Proposed guidelines for formularies

Oct 01, 2004, 4:00am

Washington - Dermatologists should be aware that the Center for Medicare and Medicaid Services (CMS) is in the process of developing "standards and processes" under the new Medicare drug discount program that takes full effect in January, 2006. The legislation will have a major impact on what drugs are covered and for how much.

Washington - Dermatologists should be aware that the Center for Medicare and Medicaid Services (CMS) is in the process of developing "standards and processes" under the new Medicare drug discount program that takes full effect in January, 2006. The legislation will have a major impact on what drugs are covered and for how much.
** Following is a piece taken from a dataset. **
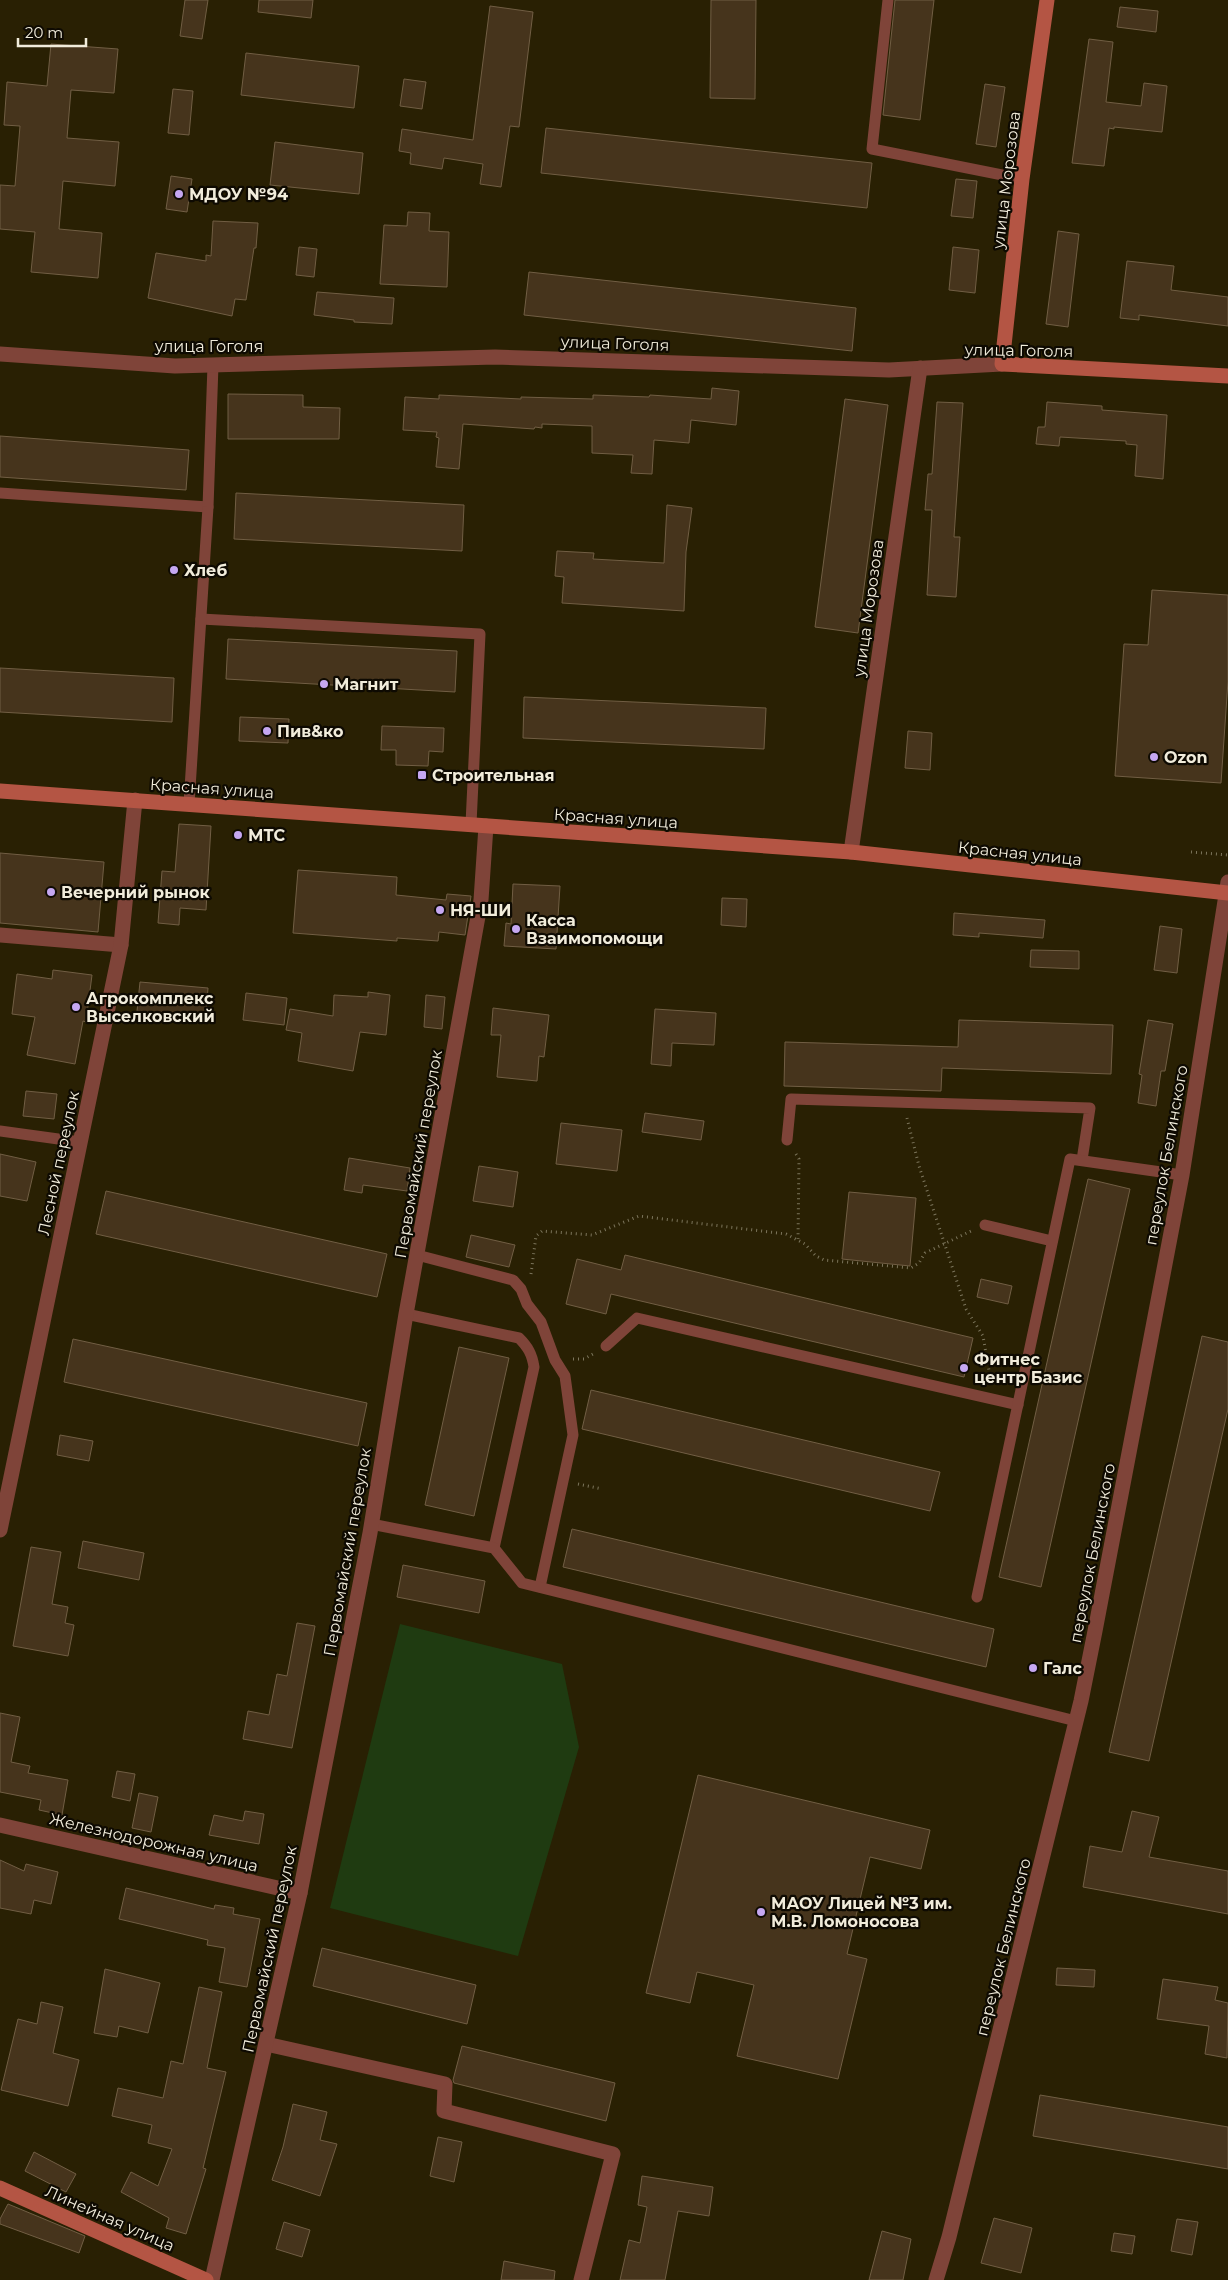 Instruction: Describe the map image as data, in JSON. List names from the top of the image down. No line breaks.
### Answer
{"streets":{"main road":["улица Морозова","улица Гоголя","Красная улица","Линейная улица"],"street":["Первомайский переулок","переулок Белинского","Лесной переулок","Железнодорожная улица"]},"crossings":[["улица Морозова","улица Гоголя"],["улица Морозова","Красная улица"],["Красная улица","Первомайский переулок"],["Красная улица","переулок Белинского"],["Красная улица","Лесной переулок"],["Первомайский переулок","Железнодорожная улица"]],"places":{"other":["МДОУ №94","Хлеб","Магнит","Пив&ко","Ozon","МТС","Вечерний рынок","НЯ-ШИ","Касса Взаимопомощи","Агрокомплекс Выселковский","Фитнес центр Базис","Галс","МАОУ Лицей №3 им. М.В. Ломоносова"],"transit":["Строительная"]},"scale_bar":"20 m"} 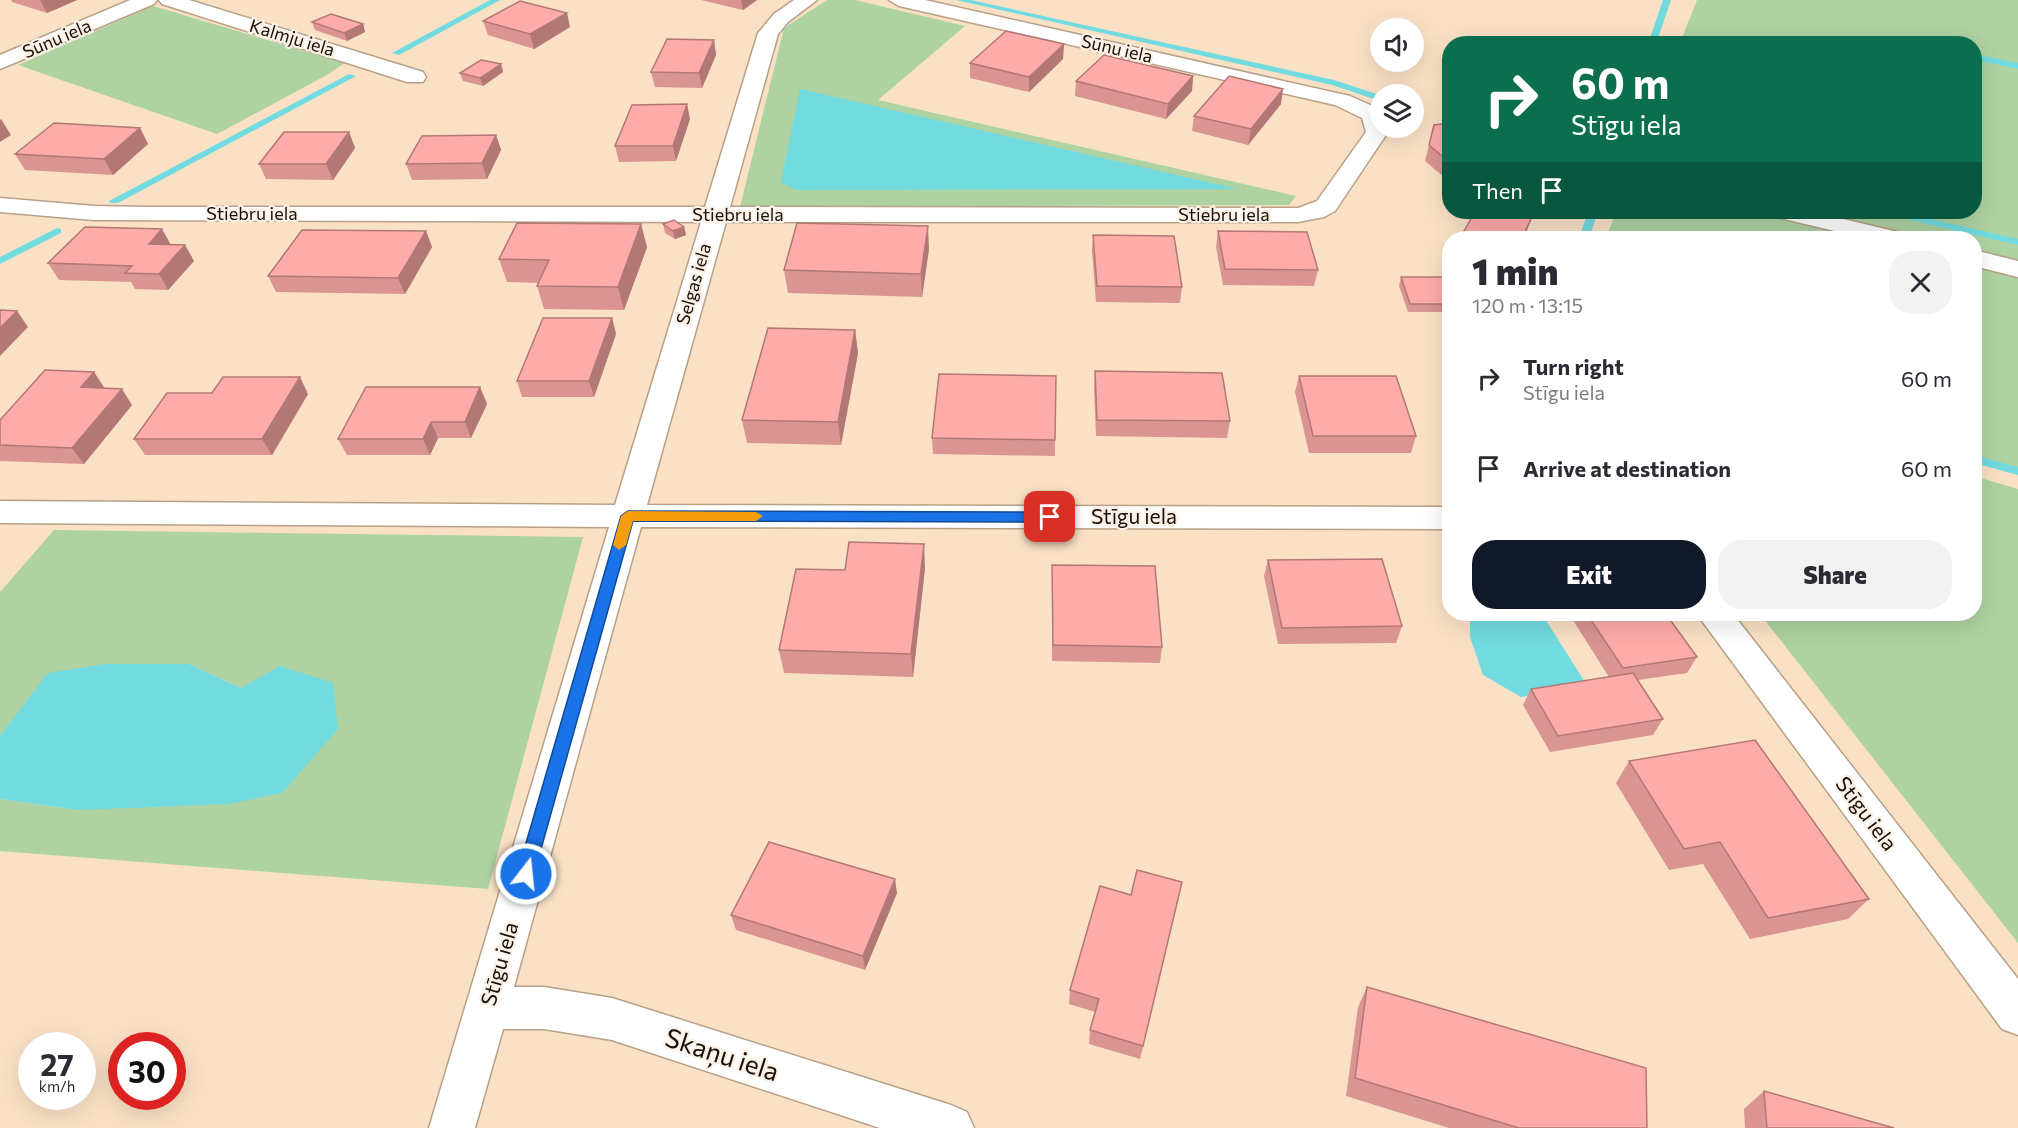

In late August, the United States Pharmacopeia Convention (USP), a Maryland company that sets quality standards for the pharmaceutical industry, submitted "advance draft model guidelines" to CMS.

"This is an important first step toward clear guidance on how drug plans can design formularies that appropriately reflect current medical practice," says CMS administrator Mark B. McClellan, M.D., Ph.D.

Under the new Medicare drug program, coverage will be paid for by Medicare but delivered by private health plans and pharmacy benefit managers (PBMs). The Medicare Modernization Act requires those providers to pay for at least two drugs in each therapeutic class of drugs.

Thus, the critical issue for dermatology will be which drugs are approved and included in the formularies, and at what level.

"The idea is to make sure your beneficiaries have access to the latest and greatest drugs out there and that plans have the opportunity to offer robust formularies," says Bill Pierce, spokesman for the U.S. Department of Health and Human Services.

A major consideration is cost, which can be expected to influence what pharmaceutical products are included in the formularies. The Bush administration estimates that the program will cost $534 billion through 2014. With increasing numbers of baby boomers becoming eligible for Medicare coverage, that number can be expected to go even higher.

According to a discussion paper published by CMS on the role of the USP draft model guidelines, the agency explains that they "do not reflect a pure classification system, but rather a starting point for structuring formulary categories and classes."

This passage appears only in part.